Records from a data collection
-------------------------
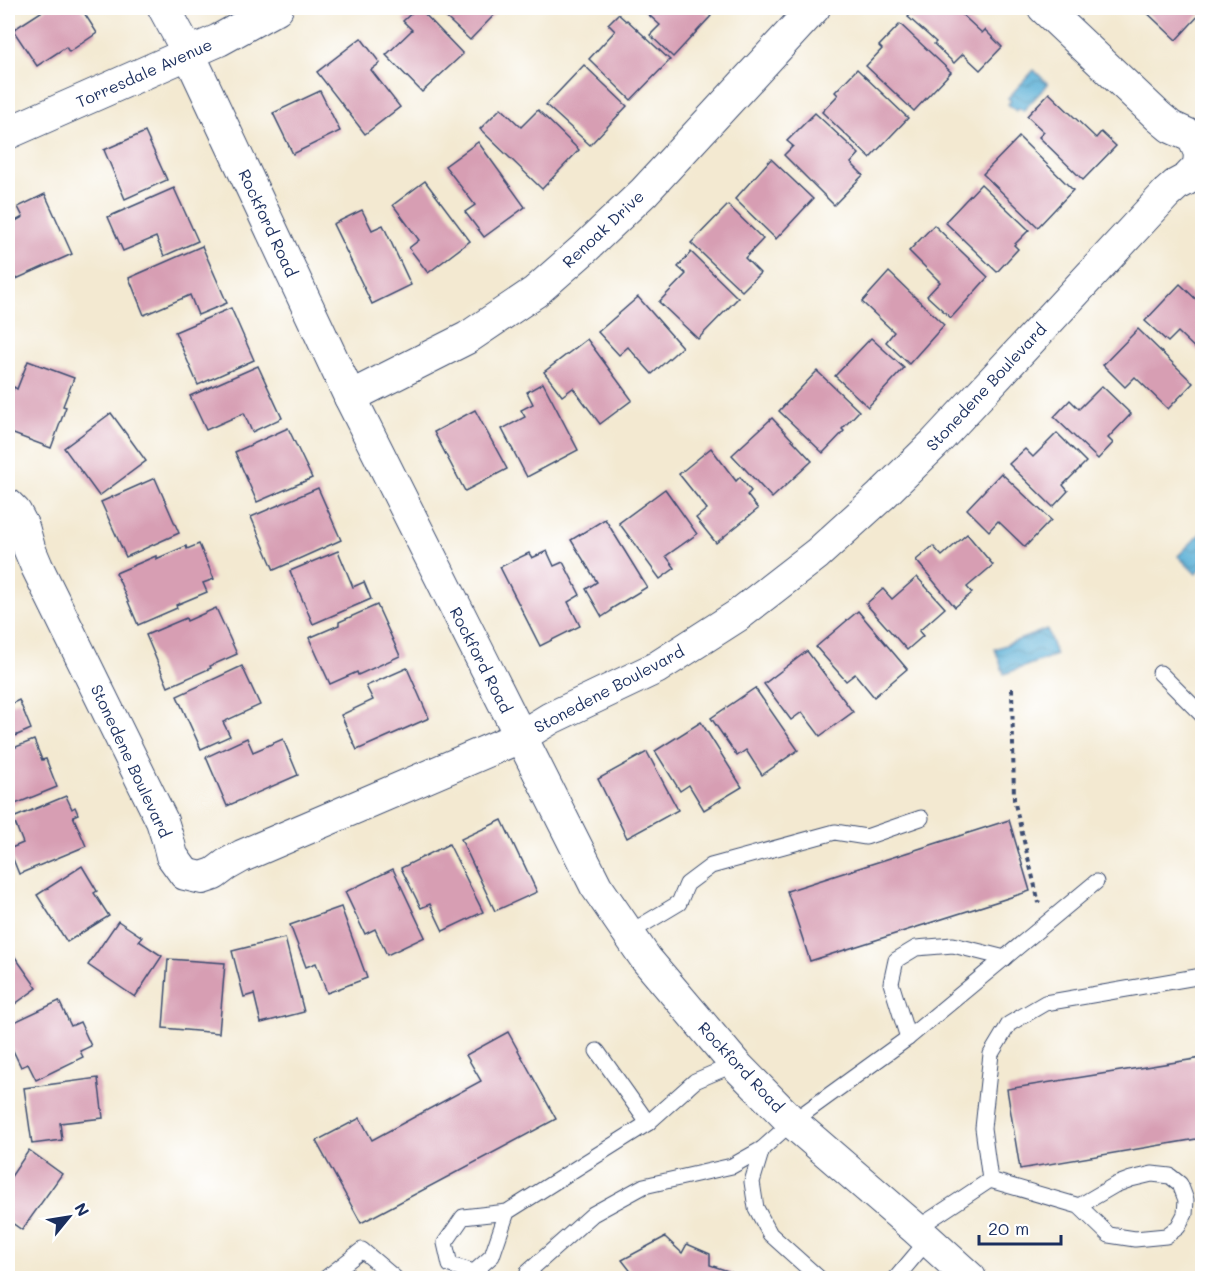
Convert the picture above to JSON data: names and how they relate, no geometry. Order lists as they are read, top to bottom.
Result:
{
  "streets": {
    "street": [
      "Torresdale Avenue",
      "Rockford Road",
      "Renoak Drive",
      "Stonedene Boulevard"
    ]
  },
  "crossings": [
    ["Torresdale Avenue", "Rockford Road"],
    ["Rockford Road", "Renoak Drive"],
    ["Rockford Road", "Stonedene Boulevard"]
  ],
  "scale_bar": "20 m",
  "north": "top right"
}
-------------------------
— ABOUT THIS EXERCISE —
Reproduce the data in full. Do not carry over any picture.

— EXERCISE SOLUTION —
Convert the picture above to JSON data: names and how they relate, no geometry. Order lists as they are read, top to bottom.
Result:
{
  "streets": {
    "street": [
      "Torresdale Avenue",
      "Rockford Road",
      "Renoak Drive",
      "Stonedene Boulevard"
    ]
  },
  "crossings": [
    ["Torresdale Avenue", "Rockford Road"],
    ["Rockford Road", "Renoak Drive"],
    ["Rockford Road", "Stonedene Boulevard"]
  ],
  "scale_bar": "20 m",
  "north": "top right"
}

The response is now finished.